> _Work request_
Every line containing the word "Farming" is to be copied from the data below.
#### Data records ####
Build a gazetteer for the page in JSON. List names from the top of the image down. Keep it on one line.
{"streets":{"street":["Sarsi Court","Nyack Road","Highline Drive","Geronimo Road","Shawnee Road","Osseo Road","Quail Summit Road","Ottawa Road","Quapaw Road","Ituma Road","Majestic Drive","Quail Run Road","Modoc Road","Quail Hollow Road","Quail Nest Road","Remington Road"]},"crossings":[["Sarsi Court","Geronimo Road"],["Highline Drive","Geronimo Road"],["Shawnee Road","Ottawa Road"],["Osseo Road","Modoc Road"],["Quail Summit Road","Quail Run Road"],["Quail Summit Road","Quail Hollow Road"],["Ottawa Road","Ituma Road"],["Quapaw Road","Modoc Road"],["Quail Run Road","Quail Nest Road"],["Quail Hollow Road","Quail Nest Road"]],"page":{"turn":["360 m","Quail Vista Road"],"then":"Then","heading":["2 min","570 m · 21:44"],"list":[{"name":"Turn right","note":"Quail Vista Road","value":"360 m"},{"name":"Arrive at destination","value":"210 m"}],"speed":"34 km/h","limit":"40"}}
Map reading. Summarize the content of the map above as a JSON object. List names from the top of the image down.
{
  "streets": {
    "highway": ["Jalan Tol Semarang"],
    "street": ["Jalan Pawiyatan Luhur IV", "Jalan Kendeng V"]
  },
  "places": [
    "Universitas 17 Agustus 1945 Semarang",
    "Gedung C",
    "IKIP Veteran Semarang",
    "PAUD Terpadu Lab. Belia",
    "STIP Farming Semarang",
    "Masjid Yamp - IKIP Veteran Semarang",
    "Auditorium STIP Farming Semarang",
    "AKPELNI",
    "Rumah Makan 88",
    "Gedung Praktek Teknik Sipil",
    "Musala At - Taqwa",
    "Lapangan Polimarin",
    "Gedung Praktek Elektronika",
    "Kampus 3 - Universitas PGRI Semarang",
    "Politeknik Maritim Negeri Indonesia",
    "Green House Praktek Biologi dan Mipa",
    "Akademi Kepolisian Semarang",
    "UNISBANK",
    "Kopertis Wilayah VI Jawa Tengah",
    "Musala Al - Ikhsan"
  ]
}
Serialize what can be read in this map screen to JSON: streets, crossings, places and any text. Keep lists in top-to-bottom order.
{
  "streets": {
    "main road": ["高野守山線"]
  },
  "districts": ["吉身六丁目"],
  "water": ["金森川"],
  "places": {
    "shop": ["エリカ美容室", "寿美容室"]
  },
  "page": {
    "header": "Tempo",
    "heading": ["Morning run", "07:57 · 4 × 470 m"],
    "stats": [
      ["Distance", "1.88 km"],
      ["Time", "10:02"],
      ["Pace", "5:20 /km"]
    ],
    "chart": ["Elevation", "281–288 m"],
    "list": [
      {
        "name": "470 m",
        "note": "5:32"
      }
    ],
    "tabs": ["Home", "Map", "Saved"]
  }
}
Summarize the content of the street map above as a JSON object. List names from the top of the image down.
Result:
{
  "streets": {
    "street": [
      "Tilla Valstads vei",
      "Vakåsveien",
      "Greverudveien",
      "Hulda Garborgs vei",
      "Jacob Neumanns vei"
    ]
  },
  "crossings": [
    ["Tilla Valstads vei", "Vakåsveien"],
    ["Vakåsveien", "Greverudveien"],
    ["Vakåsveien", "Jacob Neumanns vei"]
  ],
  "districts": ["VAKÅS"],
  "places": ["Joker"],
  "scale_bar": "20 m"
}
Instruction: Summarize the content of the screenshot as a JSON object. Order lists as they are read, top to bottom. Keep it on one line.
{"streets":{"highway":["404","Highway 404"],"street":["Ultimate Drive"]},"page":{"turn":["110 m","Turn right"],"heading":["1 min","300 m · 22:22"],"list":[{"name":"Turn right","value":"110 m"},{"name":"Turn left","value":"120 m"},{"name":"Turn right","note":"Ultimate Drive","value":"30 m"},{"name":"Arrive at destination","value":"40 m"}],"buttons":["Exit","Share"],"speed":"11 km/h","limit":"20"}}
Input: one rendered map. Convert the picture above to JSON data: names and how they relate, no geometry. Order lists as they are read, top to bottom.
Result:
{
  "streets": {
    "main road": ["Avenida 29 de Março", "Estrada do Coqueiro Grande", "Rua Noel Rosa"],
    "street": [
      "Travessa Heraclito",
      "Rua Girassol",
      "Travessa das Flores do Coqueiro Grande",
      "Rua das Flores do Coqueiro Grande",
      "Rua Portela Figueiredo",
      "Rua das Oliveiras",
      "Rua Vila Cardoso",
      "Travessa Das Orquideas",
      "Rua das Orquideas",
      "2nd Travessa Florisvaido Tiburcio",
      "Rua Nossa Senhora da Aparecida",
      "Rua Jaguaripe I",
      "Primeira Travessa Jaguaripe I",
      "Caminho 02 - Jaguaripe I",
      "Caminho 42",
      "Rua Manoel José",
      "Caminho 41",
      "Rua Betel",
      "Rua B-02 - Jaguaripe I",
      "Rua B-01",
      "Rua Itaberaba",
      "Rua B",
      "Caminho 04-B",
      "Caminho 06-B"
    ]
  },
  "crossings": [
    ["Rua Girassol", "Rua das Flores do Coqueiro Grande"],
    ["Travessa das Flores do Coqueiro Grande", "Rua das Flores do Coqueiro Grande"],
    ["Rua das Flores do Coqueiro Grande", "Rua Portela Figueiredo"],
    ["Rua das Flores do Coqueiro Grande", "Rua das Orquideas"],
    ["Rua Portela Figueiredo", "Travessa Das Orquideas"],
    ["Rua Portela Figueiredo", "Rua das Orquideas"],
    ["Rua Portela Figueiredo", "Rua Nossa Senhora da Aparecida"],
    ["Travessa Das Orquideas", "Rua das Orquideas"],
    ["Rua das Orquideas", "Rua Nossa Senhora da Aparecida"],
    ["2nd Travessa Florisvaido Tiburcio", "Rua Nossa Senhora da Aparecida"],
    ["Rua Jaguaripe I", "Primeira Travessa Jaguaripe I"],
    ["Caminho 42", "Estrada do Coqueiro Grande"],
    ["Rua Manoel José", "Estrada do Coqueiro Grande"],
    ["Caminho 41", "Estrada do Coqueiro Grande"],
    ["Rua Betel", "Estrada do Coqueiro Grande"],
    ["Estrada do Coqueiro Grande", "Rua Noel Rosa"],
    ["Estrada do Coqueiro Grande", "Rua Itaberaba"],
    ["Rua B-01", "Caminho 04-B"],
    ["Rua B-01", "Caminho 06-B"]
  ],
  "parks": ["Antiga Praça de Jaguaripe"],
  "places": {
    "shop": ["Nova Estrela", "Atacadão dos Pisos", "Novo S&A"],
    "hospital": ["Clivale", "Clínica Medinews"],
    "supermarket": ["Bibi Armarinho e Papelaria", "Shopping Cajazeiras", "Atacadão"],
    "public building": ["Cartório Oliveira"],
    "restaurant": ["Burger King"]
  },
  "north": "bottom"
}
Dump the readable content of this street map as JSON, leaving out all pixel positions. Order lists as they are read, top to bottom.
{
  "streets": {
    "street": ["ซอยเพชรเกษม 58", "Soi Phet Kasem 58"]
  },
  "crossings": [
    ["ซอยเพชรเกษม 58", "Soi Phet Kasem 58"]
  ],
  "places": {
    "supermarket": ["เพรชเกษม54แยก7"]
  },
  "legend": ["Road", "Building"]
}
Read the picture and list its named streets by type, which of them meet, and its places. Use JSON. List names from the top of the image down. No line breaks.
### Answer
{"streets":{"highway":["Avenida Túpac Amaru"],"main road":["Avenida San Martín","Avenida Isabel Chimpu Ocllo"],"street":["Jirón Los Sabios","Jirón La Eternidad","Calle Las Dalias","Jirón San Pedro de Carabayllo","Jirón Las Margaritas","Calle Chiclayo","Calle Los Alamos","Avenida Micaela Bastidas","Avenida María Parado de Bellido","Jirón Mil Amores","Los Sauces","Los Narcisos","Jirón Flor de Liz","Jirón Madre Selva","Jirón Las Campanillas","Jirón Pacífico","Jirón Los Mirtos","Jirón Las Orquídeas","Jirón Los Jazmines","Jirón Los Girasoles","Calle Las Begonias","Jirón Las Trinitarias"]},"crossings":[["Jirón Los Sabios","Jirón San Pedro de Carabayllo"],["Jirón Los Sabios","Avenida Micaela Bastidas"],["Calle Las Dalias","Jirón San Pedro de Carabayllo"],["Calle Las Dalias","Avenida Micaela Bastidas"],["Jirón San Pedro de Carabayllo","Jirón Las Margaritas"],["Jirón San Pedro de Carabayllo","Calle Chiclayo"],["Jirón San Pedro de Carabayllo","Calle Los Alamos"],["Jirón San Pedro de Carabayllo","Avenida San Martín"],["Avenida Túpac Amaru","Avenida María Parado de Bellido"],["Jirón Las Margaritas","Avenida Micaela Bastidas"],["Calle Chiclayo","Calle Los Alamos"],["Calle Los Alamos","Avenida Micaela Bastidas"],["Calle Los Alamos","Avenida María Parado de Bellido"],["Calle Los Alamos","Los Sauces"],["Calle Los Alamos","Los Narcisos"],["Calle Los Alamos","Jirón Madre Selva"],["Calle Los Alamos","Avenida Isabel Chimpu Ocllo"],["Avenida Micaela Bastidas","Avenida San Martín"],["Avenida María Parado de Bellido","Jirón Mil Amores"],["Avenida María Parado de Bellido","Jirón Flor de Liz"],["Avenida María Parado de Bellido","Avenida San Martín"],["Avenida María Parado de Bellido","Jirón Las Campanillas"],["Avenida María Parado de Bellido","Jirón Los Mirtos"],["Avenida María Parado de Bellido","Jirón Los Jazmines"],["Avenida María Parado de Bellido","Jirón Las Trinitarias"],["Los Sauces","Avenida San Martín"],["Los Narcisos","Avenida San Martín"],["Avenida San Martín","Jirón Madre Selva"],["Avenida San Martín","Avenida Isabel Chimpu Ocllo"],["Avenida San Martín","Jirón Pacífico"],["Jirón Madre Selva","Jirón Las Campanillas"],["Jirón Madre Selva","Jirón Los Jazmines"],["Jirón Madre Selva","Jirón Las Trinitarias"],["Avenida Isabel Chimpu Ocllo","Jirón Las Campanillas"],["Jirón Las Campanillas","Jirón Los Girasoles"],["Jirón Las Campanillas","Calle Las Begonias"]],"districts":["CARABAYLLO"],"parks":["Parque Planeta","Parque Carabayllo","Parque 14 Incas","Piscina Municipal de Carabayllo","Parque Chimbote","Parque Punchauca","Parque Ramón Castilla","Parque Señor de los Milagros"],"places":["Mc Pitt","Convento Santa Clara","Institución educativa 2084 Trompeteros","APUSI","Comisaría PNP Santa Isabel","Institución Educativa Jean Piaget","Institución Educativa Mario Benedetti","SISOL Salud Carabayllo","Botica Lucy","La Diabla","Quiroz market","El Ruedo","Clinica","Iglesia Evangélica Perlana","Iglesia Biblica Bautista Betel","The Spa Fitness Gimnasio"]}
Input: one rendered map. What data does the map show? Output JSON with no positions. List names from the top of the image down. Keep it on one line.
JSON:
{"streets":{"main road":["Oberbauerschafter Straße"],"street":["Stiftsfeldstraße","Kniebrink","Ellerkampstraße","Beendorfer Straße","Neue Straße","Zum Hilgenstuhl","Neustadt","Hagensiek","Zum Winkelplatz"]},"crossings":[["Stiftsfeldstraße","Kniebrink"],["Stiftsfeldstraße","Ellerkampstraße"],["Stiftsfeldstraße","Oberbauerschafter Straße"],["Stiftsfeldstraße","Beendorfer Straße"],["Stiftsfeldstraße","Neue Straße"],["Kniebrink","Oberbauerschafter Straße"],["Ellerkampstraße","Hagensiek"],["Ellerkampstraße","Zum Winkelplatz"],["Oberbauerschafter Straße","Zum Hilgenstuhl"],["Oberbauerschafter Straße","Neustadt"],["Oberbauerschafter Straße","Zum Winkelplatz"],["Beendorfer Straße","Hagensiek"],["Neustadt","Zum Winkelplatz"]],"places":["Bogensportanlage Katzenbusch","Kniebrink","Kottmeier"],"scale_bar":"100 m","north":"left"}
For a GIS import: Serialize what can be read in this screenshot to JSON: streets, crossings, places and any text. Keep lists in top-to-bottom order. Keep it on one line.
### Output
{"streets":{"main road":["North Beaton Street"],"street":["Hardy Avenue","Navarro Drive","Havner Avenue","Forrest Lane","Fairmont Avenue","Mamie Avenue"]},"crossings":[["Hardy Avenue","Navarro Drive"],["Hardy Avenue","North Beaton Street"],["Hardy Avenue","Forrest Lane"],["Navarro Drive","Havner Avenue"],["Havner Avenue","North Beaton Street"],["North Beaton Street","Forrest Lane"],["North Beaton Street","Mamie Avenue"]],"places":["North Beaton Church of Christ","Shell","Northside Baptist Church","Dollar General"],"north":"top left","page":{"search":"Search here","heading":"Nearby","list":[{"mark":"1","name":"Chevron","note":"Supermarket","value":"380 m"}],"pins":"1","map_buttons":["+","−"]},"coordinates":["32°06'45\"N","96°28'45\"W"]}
####
> _Result_
    "STIP Farming Semarang",
    "Auditorium STIP Farming Semarang",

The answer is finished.